• **AVAILABLE DATA**
%%
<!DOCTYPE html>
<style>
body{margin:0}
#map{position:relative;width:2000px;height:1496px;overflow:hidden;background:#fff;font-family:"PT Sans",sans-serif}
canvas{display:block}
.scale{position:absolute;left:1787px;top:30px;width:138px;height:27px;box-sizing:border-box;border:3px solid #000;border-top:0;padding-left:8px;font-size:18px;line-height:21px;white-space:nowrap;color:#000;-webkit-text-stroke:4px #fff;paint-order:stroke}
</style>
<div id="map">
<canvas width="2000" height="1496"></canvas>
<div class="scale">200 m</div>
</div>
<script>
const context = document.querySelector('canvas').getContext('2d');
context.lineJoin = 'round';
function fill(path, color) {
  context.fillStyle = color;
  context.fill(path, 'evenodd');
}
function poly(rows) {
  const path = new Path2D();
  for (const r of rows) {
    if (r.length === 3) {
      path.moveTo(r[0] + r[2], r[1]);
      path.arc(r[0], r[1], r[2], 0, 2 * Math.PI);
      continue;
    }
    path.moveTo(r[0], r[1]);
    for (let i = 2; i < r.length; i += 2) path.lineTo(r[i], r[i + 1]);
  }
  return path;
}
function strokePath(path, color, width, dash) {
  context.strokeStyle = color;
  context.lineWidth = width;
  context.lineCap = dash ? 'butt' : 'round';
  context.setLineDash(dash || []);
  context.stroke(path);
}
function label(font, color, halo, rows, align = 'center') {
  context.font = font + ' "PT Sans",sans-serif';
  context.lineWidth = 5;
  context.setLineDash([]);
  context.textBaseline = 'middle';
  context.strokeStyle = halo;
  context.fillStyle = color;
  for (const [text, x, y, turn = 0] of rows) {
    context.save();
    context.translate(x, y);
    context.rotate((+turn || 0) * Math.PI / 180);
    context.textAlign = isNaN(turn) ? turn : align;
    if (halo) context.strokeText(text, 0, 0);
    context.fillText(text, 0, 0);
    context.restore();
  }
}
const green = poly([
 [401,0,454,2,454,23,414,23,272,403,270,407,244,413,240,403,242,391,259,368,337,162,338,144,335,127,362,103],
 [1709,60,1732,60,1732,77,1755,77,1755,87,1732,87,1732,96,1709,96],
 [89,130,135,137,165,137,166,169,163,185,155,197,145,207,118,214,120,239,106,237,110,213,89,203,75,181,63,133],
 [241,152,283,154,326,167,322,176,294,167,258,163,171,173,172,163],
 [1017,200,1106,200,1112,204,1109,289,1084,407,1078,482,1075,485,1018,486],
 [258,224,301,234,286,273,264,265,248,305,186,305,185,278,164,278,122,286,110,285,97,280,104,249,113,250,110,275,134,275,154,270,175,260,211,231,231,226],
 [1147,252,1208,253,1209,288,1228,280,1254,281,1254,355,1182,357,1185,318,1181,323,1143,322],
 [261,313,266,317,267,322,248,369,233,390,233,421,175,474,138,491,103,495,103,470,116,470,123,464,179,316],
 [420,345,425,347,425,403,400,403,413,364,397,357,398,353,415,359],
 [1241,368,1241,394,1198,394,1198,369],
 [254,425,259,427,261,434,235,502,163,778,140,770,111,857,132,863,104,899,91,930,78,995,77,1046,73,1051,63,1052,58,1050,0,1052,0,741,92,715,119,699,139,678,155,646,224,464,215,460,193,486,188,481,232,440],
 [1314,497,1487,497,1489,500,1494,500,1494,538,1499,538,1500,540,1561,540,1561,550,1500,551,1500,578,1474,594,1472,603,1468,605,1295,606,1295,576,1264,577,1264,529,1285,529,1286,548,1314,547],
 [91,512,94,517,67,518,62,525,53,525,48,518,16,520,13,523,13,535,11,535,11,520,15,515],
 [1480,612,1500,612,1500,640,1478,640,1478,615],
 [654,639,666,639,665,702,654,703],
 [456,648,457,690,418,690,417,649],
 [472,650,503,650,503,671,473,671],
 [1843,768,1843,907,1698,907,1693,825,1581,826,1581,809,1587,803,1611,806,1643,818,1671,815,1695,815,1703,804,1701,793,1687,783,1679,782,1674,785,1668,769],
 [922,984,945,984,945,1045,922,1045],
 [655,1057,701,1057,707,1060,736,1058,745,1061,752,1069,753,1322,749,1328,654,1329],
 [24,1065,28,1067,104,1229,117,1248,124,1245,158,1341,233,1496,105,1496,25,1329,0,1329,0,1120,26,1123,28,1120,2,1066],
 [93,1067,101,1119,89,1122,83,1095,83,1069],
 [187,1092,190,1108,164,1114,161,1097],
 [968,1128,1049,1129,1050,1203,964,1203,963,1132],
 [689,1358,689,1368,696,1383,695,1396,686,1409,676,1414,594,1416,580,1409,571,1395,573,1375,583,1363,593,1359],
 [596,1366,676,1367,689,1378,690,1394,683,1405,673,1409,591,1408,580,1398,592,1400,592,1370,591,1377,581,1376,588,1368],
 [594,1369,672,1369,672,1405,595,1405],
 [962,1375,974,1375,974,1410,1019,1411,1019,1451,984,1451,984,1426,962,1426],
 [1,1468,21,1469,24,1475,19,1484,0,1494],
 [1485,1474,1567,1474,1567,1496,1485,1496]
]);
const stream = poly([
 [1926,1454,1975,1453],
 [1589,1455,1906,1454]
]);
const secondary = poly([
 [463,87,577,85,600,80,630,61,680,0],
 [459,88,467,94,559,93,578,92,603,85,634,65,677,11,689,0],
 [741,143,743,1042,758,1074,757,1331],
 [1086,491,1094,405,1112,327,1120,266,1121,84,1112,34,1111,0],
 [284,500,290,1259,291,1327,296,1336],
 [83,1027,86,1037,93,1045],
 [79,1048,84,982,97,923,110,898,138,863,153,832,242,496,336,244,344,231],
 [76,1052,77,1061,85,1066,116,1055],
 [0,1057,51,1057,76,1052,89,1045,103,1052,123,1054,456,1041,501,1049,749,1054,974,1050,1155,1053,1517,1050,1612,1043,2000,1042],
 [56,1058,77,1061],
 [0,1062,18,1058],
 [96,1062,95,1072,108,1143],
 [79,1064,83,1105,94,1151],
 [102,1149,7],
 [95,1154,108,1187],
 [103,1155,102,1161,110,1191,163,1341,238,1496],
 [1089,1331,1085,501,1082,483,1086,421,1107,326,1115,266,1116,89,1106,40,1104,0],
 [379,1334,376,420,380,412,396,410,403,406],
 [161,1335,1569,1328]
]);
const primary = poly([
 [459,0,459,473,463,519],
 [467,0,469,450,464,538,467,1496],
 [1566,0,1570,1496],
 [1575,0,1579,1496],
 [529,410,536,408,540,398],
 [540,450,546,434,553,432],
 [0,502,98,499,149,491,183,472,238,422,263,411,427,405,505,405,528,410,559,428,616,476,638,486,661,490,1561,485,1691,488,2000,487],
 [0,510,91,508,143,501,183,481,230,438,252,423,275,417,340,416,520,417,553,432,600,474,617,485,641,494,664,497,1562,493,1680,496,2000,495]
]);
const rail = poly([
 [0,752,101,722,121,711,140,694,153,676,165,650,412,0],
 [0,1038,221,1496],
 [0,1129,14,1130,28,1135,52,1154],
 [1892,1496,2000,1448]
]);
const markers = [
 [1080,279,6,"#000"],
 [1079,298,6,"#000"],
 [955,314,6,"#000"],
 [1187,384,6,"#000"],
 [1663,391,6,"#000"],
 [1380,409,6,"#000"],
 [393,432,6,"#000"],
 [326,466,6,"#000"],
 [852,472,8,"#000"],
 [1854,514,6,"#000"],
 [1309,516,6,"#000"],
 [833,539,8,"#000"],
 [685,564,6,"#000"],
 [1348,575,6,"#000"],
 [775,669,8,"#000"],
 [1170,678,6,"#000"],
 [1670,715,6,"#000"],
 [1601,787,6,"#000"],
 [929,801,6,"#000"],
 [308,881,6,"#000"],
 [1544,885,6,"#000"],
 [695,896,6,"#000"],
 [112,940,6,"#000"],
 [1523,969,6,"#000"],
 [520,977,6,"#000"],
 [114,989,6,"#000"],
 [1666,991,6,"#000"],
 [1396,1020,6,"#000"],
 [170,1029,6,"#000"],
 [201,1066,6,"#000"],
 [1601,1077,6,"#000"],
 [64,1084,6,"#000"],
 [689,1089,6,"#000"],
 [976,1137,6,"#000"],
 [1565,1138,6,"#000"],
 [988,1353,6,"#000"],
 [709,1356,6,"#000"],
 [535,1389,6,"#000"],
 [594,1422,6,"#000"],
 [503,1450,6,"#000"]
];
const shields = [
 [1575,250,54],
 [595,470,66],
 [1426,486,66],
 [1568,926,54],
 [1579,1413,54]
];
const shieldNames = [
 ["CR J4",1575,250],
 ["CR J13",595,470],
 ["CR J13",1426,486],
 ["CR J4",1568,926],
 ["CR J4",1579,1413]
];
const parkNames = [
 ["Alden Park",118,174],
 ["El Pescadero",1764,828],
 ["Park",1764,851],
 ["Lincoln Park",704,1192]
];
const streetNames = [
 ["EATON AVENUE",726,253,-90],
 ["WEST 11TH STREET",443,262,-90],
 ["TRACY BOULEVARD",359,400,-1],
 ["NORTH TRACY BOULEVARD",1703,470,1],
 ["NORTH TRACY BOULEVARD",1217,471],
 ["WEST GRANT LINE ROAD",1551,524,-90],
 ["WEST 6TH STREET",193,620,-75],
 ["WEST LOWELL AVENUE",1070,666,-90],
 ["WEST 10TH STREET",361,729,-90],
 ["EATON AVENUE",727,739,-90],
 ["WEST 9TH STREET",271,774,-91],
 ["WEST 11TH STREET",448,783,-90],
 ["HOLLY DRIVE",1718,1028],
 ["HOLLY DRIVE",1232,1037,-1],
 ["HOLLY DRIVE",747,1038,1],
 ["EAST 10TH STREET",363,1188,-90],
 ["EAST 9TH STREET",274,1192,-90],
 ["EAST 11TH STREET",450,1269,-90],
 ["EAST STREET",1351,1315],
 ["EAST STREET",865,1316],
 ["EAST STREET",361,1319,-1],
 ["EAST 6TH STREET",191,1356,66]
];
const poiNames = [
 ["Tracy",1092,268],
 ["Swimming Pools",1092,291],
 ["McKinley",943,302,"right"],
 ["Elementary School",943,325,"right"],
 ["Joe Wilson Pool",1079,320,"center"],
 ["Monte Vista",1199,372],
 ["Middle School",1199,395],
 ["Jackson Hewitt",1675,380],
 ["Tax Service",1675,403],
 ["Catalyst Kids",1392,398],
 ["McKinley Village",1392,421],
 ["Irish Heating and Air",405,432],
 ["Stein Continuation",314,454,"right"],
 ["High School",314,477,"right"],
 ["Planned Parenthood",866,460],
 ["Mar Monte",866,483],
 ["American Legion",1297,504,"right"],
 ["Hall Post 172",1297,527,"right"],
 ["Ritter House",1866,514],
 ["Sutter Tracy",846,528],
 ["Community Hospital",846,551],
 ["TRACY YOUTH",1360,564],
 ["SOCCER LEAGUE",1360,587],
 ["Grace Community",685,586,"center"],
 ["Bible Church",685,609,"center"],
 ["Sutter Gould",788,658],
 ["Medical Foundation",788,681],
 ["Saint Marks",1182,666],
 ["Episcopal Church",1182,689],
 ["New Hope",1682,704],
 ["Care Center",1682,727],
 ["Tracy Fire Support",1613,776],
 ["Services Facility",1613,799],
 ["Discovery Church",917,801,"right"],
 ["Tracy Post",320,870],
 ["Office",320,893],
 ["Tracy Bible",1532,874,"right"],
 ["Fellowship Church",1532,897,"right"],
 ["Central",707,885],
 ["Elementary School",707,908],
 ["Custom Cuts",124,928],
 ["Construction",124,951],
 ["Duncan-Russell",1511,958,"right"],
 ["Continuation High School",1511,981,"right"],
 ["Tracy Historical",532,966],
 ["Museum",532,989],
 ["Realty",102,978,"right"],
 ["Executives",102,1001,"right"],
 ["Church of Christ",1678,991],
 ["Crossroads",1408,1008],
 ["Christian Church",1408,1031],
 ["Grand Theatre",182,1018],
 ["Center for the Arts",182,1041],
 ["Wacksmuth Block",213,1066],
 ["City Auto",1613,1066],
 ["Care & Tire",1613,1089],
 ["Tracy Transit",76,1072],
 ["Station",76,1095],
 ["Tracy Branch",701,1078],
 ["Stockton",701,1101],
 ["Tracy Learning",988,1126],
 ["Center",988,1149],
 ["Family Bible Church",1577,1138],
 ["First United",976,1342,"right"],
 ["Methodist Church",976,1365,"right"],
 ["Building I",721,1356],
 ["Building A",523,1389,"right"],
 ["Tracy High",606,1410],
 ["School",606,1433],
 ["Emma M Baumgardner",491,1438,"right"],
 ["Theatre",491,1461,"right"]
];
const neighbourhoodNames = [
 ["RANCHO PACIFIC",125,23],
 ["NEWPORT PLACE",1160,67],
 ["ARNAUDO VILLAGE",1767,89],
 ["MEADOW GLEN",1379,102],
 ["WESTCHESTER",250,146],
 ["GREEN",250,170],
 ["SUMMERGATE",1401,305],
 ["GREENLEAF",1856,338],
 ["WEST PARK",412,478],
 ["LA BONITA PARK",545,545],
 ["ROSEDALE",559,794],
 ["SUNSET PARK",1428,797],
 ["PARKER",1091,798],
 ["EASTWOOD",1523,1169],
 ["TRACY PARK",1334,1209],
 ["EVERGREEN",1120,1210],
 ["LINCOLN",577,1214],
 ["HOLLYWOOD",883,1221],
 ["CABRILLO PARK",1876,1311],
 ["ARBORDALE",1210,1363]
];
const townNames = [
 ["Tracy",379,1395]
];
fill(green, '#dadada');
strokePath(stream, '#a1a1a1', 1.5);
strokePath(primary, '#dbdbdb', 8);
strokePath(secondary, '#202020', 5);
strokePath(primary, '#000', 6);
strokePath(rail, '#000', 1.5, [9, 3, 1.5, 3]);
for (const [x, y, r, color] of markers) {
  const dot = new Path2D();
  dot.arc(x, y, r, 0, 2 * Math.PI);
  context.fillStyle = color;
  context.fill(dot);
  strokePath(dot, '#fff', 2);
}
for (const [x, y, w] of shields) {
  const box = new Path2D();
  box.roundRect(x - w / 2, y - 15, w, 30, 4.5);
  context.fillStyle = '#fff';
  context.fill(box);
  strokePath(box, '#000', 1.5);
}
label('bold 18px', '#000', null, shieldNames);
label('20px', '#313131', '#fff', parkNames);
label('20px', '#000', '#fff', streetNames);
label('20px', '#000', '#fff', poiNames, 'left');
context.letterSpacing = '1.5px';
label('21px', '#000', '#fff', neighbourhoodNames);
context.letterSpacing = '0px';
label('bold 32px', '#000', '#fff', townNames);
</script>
%%
Filter the listing above, keeping only the lines with "lineWidth".

• **REPLY**
  context.lineWidth = width;
  context.lineWidth = 5;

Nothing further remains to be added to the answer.